BEGIN RECORDS FOR THIS EXERCISE

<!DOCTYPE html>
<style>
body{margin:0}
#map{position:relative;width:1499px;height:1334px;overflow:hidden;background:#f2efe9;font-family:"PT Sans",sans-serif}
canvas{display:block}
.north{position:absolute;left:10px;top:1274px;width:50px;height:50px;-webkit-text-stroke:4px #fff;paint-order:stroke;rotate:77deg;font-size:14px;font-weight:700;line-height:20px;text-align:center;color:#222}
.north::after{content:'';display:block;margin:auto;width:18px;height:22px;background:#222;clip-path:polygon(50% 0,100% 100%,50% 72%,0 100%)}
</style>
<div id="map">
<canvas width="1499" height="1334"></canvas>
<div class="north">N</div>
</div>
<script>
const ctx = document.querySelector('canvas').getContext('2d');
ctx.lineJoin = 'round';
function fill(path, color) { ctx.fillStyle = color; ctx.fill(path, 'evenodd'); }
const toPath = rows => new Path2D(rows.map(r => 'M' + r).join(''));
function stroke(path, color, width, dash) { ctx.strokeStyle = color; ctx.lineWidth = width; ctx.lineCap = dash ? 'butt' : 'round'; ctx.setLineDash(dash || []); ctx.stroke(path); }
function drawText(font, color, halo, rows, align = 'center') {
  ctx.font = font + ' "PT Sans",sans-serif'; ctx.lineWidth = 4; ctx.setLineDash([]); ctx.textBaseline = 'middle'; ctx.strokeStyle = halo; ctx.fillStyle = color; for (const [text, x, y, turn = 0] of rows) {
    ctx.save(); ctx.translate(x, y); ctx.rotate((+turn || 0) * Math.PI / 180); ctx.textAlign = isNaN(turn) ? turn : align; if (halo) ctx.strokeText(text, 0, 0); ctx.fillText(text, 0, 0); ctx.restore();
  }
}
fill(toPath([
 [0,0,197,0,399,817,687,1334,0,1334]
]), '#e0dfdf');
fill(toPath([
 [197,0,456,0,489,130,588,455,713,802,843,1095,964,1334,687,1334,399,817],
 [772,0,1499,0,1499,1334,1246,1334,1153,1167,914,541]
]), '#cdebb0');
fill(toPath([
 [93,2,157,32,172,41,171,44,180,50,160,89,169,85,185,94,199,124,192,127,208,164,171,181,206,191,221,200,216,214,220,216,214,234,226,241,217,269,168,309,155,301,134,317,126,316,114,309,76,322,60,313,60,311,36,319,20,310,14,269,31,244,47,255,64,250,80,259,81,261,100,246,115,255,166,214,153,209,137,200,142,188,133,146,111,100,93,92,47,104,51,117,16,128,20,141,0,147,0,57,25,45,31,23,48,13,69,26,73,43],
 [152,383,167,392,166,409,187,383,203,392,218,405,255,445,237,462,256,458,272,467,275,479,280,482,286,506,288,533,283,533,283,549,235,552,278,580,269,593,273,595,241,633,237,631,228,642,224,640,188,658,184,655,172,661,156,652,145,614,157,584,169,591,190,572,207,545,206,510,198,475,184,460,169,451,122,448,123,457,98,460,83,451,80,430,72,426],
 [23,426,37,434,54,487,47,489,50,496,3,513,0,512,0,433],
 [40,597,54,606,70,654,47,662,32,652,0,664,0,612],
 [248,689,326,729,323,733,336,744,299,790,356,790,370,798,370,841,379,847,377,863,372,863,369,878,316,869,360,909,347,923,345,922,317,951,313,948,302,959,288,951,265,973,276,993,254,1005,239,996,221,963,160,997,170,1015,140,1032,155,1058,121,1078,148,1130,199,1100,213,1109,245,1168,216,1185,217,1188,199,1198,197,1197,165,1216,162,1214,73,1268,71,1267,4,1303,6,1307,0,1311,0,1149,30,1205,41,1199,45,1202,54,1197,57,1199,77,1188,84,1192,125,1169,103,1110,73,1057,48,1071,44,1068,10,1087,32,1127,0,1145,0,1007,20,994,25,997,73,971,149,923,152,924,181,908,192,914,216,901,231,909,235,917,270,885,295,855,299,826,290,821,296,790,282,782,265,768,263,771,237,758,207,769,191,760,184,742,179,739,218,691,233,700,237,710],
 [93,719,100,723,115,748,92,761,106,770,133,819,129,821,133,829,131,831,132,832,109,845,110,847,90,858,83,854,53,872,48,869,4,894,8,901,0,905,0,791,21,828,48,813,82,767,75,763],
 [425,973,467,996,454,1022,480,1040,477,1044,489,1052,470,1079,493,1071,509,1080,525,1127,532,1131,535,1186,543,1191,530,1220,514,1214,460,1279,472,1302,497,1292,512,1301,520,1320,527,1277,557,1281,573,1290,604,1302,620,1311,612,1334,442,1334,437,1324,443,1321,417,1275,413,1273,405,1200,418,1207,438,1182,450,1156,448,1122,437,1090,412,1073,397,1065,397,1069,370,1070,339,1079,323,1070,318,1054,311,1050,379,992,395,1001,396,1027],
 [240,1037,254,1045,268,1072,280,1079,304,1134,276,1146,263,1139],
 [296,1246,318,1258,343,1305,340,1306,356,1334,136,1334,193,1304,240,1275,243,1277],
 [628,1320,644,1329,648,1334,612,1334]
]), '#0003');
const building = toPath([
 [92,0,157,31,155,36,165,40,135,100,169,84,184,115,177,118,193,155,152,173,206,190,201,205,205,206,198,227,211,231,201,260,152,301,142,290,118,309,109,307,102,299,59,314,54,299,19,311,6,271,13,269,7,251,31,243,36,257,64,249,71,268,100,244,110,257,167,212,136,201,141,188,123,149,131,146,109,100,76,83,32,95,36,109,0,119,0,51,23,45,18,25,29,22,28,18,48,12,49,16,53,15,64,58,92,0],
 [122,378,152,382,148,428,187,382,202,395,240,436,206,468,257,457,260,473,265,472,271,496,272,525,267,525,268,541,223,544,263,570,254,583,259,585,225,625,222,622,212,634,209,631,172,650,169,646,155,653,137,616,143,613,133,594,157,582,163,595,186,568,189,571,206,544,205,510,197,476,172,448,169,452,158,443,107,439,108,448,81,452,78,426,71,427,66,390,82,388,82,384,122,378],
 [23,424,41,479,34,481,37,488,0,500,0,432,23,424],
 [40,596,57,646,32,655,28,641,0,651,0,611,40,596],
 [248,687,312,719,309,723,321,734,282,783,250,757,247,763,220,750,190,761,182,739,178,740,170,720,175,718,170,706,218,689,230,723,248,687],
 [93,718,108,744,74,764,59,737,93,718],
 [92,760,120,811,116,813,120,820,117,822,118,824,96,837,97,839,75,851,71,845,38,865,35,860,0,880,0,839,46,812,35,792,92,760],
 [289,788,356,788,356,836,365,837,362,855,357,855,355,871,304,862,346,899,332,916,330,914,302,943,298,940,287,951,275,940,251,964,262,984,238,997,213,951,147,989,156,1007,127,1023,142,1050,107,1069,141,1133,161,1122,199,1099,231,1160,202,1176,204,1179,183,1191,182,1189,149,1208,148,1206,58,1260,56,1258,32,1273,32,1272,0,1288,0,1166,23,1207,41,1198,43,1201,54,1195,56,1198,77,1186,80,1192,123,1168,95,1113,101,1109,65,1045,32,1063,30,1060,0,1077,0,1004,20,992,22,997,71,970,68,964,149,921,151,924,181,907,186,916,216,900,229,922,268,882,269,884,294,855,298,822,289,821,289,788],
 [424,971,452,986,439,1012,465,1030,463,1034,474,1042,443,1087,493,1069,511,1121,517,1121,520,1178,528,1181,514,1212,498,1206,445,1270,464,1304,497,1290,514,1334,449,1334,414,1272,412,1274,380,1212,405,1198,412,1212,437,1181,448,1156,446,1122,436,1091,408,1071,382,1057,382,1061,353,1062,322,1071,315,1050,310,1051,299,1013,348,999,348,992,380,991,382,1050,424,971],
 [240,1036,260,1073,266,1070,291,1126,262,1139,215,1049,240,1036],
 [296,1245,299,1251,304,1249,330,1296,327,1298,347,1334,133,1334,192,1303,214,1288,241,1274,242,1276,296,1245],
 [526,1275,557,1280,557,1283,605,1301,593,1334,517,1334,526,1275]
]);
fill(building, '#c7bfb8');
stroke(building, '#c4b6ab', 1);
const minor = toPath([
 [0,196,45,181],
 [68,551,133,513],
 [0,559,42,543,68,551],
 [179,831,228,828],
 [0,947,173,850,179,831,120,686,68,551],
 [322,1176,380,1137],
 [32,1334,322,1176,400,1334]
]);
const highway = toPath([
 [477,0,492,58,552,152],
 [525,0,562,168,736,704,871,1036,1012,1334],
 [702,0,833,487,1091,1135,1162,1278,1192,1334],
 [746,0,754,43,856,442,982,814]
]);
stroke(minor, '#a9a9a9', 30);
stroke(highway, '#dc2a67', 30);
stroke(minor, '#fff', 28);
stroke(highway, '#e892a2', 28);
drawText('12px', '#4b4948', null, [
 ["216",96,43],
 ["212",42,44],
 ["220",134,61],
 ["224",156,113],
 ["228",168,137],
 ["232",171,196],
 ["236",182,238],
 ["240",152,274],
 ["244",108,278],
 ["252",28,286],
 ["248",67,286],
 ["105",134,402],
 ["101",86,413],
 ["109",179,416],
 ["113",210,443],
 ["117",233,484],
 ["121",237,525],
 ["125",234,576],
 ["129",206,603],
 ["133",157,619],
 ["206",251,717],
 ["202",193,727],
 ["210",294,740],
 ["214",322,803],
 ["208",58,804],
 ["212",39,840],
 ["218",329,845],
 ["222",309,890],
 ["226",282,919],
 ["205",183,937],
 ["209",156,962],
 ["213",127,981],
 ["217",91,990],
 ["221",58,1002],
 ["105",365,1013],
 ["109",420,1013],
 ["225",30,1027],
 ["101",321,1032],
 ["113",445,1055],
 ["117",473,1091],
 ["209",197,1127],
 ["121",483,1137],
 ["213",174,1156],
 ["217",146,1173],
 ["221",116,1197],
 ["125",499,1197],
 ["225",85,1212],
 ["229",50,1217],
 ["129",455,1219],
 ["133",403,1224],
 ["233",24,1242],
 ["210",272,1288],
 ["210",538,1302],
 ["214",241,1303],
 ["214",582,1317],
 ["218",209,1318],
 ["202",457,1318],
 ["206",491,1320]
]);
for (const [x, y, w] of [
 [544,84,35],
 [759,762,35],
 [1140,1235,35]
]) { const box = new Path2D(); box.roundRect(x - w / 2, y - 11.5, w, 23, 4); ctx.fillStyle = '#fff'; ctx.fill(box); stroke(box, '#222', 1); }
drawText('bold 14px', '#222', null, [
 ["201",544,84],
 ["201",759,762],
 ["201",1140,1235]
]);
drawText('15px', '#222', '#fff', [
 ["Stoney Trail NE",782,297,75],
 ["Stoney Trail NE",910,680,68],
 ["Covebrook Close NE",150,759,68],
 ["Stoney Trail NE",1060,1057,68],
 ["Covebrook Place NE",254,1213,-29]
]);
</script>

END RECORDS FOR THIS EXERCISE

WHAT THE TASK ASKS: Counting only those lines of the data above where the word "display" appears, give the number and nothing more.

EXERCISE SOLUTION: 2